Native Landscape Solutions, Inc. has been selected to address stormwater facilities at Community Park on Pond Grover Parkway at a cost of $15,000.

It was in August 2015, on the eve of the city’s 20th anniversary that Wildwood opened its largest park facility. Volunteers formed a committee to develop a master plan for the 66-acre site.

Phase 1 of the development highlighted years of public input through sessions and workshops to maintain the natural beauty of the area and to make it universally accessible to people of all abilities, said Joe Vujnich, director of planning and parks.


Community Park Phase 1 site plan (Source: Bates Associates)

The design took into account stormwater management techniques that complied with current regulations, while providing a rich habitat for birds and other wildlife and aquatic communities, Vujnich said.

One of the techniques used was the development of several rain gardens and bio-retention basins designed to achieve the desired goals of function, habitat and aesthetics. However, care has been sporadic and the condition of the rain gardens and other areas has become less than desirable, Vujnich said.

So, the Department of Planning and Parks requested a proposal from Native Landscape Solutions to address the current conditions of the stormwater facilities, restore the areas where needed and maintain them in the future.

At the meeting Aug. 9, the City Council approved a contract with Native Landscape Solutions for $14,578 for the rain garden and bio-retention basin areas to restore the appropriate landscaping selections and remove invasive growths that have damaged the balance.

In other park news, the city has enlisted DJM Ecological Services, L.L.C to address current conditions at Belleview Farm Park off St. Paul Road and arrest the continued land and property degradation at a cost of $23,525.


Location of Belleview Farm Park (Source: St. Louis County)

With Belleview Farm Park being land banked by its owner, St. Louis County, it has led to certain challenges with preserving historic building and structures and maintaining the 100-acre site that is a mix of pastures, meadows, and mature woodlands, Vujnich said.

According to St.
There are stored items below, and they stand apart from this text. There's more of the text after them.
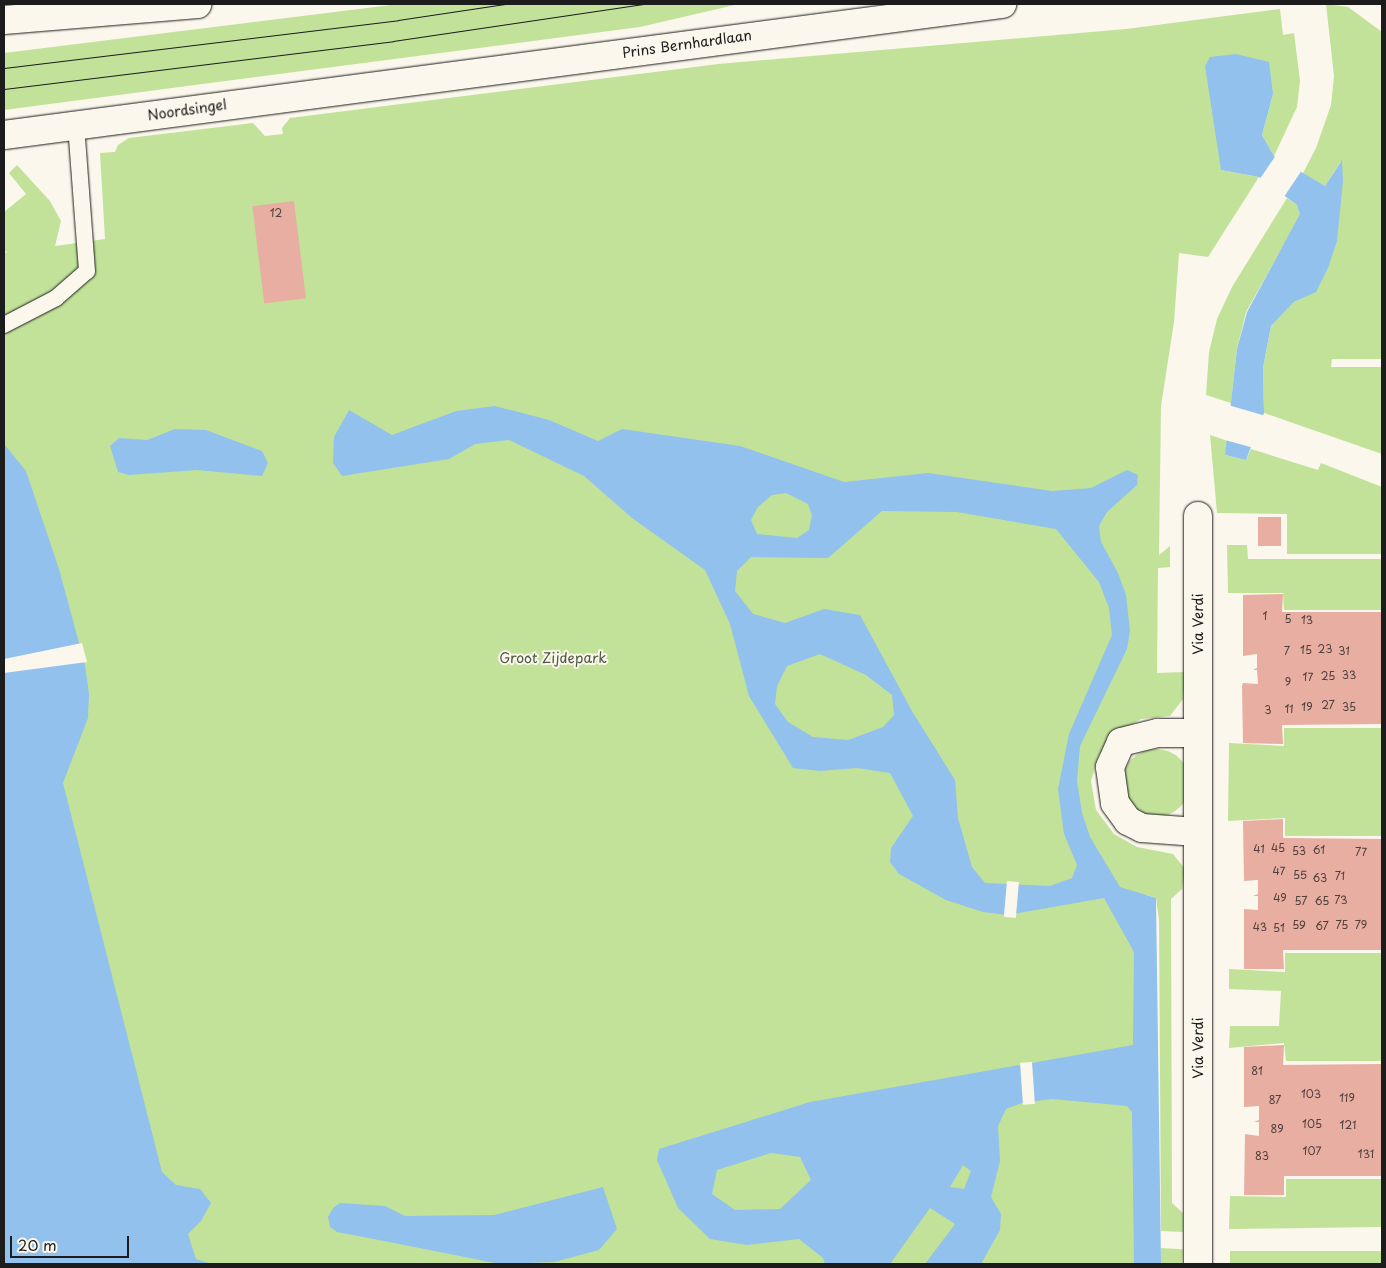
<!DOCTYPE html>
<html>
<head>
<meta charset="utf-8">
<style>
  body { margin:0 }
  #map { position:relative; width:1386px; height:1268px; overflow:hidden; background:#fbf7ec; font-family:"Playpen Sans",sans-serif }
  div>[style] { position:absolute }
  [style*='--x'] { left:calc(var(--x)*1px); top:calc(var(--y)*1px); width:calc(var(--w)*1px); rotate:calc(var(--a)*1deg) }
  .green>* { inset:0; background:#c2e29a; transform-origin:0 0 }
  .round { border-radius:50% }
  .water>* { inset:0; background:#91c1ec }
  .pier>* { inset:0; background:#fbf7ec; transform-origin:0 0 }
  .building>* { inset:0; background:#e7aea1; transform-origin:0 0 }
  .roads { filter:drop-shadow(0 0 1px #1c1c1c) drop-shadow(0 0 1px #1c1c1c) }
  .service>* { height:16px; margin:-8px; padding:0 8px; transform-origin:8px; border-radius:8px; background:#fbf7ec }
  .minor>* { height:28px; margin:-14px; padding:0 14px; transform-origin:14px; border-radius:14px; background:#fbf7ec }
  .secondary>* { height:28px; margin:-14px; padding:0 14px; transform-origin:14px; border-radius:14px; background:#fbf7ec }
  .tram>* { height:1px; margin:-0.5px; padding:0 0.5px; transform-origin:0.5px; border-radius:0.5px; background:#1c1c1c }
  span { translate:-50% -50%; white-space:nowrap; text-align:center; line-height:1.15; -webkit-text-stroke:4px #fbf7ec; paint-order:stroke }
  .number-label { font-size:11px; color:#4f403d }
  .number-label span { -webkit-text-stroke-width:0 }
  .street-label { font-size:14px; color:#1c1c1c }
  .park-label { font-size:14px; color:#4e5742 }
  .frame { position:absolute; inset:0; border:5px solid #1c1c1c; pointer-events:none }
  .scale { position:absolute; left:10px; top:1236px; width:119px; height:22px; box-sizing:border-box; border:2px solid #1c1c1c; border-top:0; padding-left:6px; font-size:15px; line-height:18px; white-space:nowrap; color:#1c1c1c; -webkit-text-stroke:4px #fbf7ec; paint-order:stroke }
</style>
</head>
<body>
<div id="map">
  <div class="green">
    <div style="clip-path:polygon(399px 4px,739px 4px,640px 27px,4px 110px,4px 53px)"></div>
    <div style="clip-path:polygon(1326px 4px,1348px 7px,1382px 32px,1382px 359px,1332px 359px,1331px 367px,1382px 367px,1382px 454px,1264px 413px,1263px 368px,1271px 326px,1294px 302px,1316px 291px,1341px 161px,1325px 186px,1302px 175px,1316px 148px,1331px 105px,1334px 76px)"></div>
    <div style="clip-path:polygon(1280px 9px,1283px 35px,1294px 33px,1300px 81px,1297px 107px,1274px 156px,1262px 135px,1273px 94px,1221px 170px,1259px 177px,1208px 257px,1179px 253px,1174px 322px,1161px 406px,1159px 555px,1170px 546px,1170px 567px,1158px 568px,1157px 673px,1185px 672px,1183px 699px,1170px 716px,1141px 719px,1110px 738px,1098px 757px,1091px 781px,1096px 810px,1114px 834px,1137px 847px,1173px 854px,1185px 869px,1182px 889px,1171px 899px,1172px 1203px,1183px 1213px,1183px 1232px,1161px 1231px,1159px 920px,1156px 898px,1147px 895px,1148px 1264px,4px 1264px,4px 253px,8px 252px,4px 251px,4px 212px,26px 194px,9px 173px,17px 165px,50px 201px,61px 221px,55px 246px,105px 239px,100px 153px,115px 152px,118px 145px,129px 138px,253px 123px,265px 136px,283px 134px,282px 128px,290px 118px,718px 64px,1126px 29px)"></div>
    <div style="clip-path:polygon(1287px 198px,1297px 205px,1301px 214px,1246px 312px,1237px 349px,1231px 403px,1206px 395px,1209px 352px,1217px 319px,1232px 287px)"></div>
    <div style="clip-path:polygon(1210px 435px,1228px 441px,1225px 455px,1246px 460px,1251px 449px,1318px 470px,1321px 463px,1382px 487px,1382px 554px,1287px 554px,1287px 514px,1217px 513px)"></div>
    <div style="clip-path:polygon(1227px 545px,1247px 545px,1248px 559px,1382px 559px,1382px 610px,1284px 610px,1283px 593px,1228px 593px)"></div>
    <div style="clip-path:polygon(1284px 728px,1382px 728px,1382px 836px,1285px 836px,1285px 818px,1228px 821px,1229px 743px,1284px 746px)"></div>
    <div class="round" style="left:1122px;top:749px;width:68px;height:68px"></div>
    <div style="clip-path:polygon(1285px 953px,1382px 953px,1382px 1061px,1286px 1061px,1284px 1043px,1229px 1048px,1230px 1026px,1279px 1026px,1281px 991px,1229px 989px,1229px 969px,1285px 972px)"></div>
    <div style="clip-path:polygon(1286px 1179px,1382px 1179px,1382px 1227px,1229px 1229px,1230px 1196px,1286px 1197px)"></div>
    <div style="left:1161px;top:1248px;width:22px;height:16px;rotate:3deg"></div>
    <div style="left:1230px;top:1251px;width:152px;height:13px"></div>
  </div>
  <div class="water">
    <div style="clip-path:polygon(1236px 54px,1269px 62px,1273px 94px,1262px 135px,1274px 156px,1325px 186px,1342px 160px,1343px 181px,1337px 241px,1328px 268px,1316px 292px,1294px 302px,1271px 326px,1263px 368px,1264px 413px,1246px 460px,1225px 455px,1237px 349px,1247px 312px,1300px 214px,1297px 205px,1259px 177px,1221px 170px,1205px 66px,1210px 57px)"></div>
    <div style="clip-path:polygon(evenodd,495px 406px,549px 420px,598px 441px,622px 429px,740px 446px,844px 482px,928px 473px,1052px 491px,1091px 488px,1127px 470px,1138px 475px,1137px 485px,1107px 512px,1099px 526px,1101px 542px,1118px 573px,1126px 595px,1130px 631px,1127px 649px,1080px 746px,1077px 781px,1082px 813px,1090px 837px,1120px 887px,1156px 898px,1161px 1264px,1134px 1264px,1132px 1112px,1127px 1106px,1052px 1099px,1022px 1103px,1006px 1109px,998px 1126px,1000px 1161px,991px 1197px,1001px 1214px,1000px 1230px,981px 1264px,925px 1264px,955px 1224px,930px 1208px,890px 1264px,825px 1264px,823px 1258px,799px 1239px,747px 1245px,710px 1239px,678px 1208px,657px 1160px,659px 1149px,810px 1102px,1133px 1045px,1134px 952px,1104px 898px,1007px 915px,983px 912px,946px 900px,899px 874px,890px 862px,891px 848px,913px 816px,890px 773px,857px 768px,820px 771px,793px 768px,749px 696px,730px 624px,705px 570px,632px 518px,584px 476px,509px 440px,475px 444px,449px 459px,342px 476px,333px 463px,334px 437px,349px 410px,392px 435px,456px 411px,495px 406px,786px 493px,808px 504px,812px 515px,809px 530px,797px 538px,757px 534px,751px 520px,758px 507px,772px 495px,786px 493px,495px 406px,882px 511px,957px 512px,1056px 529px,1099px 582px,1109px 608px,1112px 635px,1069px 734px,1058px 789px,1064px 834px,1077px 865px,1072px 878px,1050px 886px,985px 883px,972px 867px,958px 818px,955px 780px,912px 711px,860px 615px,824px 609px,785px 623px,753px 614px,735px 591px,737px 571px,751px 557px,828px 558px,882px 511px,495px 406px,820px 654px,866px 675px,892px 695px,894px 715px,883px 727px,848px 740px,813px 737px,788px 722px,775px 704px,777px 686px,787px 666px,820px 654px,495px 406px,771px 1153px,800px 1157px,811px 1180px,780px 1209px,735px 1210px,712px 1194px,717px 1170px,771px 1153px,495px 406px,963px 1165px,971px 1171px,964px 1189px,950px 1187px,963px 1165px)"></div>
    <div style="clip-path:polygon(175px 429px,206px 430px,262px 451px,268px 463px,262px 476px,197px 470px,129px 475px,118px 472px,110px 446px,119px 438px,147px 440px)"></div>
    <div style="clip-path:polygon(4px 444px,26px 471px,59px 569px,85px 665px,89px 694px,88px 718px,63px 783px,162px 1172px,176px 1185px,200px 1189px,211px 1203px,201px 1221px,188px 1234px,196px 1259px,212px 1264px,4px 1264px)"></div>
    <div style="clip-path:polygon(603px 1187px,617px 1229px,599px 1250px,554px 1262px,500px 1264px,389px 1242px,337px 1232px,330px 1227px,328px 1217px,333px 1208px,340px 1203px,385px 1206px,405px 1216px,494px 1215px)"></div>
  </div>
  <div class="pier">
    <div style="left:1276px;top:155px;width:30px;height:30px;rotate:34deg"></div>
    <div style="clip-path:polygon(1228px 405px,1266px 416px,1254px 448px,1225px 440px)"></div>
    <div style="clip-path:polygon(82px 643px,87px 662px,4px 673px,4px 659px)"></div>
    <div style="left:1007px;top:881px;width:12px;height:36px;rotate:5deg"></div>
    <div style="left:1032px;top:1062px;width:42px;height:12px;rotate:86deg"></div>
  </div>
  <div class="building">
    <div style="left:294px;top:201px;width:98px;height:42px;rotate:83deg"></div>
    <div style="left:1258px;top:517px;width:23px;height:29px"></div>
    <div style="clip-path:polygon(1283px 594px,1282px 612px,1382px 612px,1382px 724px,1282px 725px,1283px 744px,1243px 743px,1242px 686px,1243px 683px,1258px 684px,1257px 670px,1253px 670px,1257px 668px,1257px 654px,1243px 656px,1243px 595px)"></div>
    <div style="clip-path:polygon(1283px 819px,1283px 838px,1382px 839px,1382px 950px,1283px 950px,1284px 969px,1244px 969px,1244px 909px,1258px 910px,1258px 896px,1253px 896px,1258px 894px,1258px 880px,1244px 881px,1243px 821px)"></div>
    <div style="clip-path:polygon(1284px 1045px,1283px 1065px,1382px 1064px,1382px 1176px,1284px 1176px,1284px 1195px,1244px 1195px,1245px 1134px,1259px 1136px,1259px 1122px,1254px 1122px,1259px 1120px,1259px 1106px,1244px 1107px,1244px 1047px)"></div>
  </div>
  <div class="roads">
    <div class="service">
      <div style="--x:4;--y:325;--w:59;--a:-27.4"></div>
      <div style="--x:56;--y:298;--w:41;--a:-41.1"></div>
      <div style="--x:87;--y:271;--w:146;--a:-94.3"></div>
    </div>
    <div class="minor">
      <div style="--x:1197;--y:832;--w:55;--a:-175.8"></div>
      <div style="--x:1142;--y:828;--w:16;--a:-153"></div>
      <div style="--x:1128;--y:821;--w:22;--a:-126"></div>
      <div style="--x:1115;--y:803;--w:36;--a:-98"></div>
      <div style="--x:1110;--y:767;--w:27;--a:-66"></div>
      <div style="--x:1121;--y:742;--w:38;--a:-14"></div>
      <div style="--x:1158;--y:733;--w:40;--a:0"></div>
      <div style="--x:1198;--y:1264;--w:748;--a:-90"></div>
    </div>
    <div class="secondary">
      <div style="--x:4;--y:20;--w:194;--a:-4.7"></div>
      <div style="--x:4;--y:135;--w:1007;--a:-7.48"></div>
    </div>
  </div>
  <div class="tram">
    <div style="--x:4;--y:68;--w:397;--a:-6.9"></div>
    <div style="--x:398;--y:20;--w:108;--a:-8.5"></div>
    <div style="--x:4;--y:89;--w:392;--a:-7"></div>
    <div style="--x:393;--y:41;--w:253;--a:-8.4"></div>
  </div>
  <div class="number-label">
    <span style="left:276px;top:213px">12</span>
    <span style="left:1265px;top:616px">1</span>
    <span style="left:1288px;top:619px">5</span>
    <span style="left:1307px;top:620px">13</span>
    <span style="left:1325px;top:649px">23</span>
    <span style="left:1306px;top:650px">15</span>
    <span style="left:1287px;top:651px">7</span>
    <span style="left:1344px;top:651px">31</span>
    <span style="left:1349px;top:675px">33</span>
    <span style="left:1328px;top:676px">25</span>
    <span style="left:1308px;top:677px">17</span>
    <span style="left:1288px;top:682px">9</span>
    <span style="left:1328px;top:705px">27</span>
    <span style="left:1307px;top:707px">19</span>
    <span style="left:1349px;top:707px">35</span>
    <span style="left:1289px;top:709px">11</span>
    <span style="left:1268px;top:710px">3</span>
    <span style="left:1278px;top:848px">45</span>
    <span style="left:1259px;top:849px">41</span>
    <span style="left:1319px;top:850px">61</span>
    <span style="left:1299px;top:851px">53</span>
    <span style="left:1361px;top:852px">77</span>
    <span style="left:1279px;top:871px">47</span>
    <span style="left:1300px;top:875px">55</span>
    <span style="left:1340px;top:876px">71</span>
    <span style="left:1320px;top:878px">63</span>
    <span style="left:1280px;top:898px">49</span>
    <span style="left:1341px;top:900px">73</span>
    <span style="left:1301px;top:901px">57</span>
    <span style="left:1322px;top:901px">65</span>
    <span style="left:1299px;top:925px">59</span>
    <span style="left:1342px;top:925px">75</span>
    <span style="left:1361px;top:925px">79</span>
    <span style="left:1322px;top:926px">67</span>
    <span style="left:1260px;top:927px">43</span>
    <span style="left:1279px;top:928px">51</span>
    <span style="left:1257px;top:1071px">81</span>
    <span style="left:1311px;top:1094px">103</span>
    <span style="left:1347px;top:1098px">119</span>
    <span style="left:1275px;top:1100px">87</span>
    <span style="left:1312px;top:1124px">105</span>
    <span style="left:1348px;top:1125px">121</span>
    <span style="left:1277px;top:1129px">89</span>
    <span style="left:1312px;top:1151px">107</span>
    <span style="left:1366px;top:1154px">131</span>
    <span style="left:1262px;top:1156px">83</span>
  </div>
  <div class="street-label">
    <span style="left:687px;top:44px;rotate:-8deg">Prins Bernhardlaan</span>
    <span style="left:187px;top:110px;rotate:-8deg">Noordsingel</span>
    <span style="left:1198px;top:624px;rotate:-90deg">Via Verdi</span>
    <span style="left:1198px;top:1048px;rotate:-90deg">Via Verdi</span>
  </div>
  <div class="park-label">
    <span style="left:553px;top:658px">Groot Zijdepark</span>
  </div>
  <div class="frame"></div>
  <div class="scale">20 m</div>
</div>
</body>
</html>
Louis County, Belleview Farm was donated to the county by Harold K. Donnelly, “a realtor who died in 1996. Donnelly helped to found and was active in many conservation and historic preservation groups, and he contributed to the creation of Bee Tree and Unger parks and Castlewood State Park. The deed of gift requires the developed part of the property to be maintained as a public park and the undeveloped portion as a wildlife and nature preserve. As interpreted by the St. Louis County Historic Buildings Commission, the deed further requires the main house and the stone house and winery to be preserved as historic landmarks.”

Historic building at Belleview Farm Park – Friends of Belleview Facebook

Historic building at Belleview Farm Park

Once the lease with St. Louis County was completed with the city, the parks department initiated efforts to address these issues; however, with no development underway at the location and the park not being opened to the public, invasive vegetation in certain locations of the park has become rampant, Vujnich said.

According to Vujnich, a group of residents near the park site began a volunteer effort (Friends of Belleview) to improve the park’s condition and implement a process of stewardship that has been needed for many years.

The volunteer group has been working closely with the city and the Missouri Department of Conservation (MDC) on this effort, eventually receiving a grant to facilitate that process. The city of Wildwood also submitted a grant application to the MDC and received a grant in the amount of $25,000 for community conservation and one for $6,000 for timber management.

Belleview Farm Park – Friends of Belleview Facebook

Belleview Farm Park (Source: Friends of Belleview/Facebook)

Now, the parks department has requested that DJM, who has been engaged by the Friends of Belleview as well, provide a bid for services to address a 5-acre area of the park site, which abuts Hunt Road.

DJM visited the location and provided short- and long-term stewardship schedules. 

The parks department has reviewed the items identified in the plan and agreed that each are needed to address the current conditions relative to the park site and its continued degradation. Belleview Farm Park is a location that some believe could easily become a place that is known throughout the region as a “naturalist’s gem.”

Learn more about a Friends of Belleview Farm fundraiser here.

[EDITOR’S NOTE: This article has been updated to correct an earlier inaccuracy concerning plans for off-road trails in Belleview Park. It was previously determined by St. Louis County that bike trails violated the park’s deed restrictions. West Newsmagazine regrets this confusion.]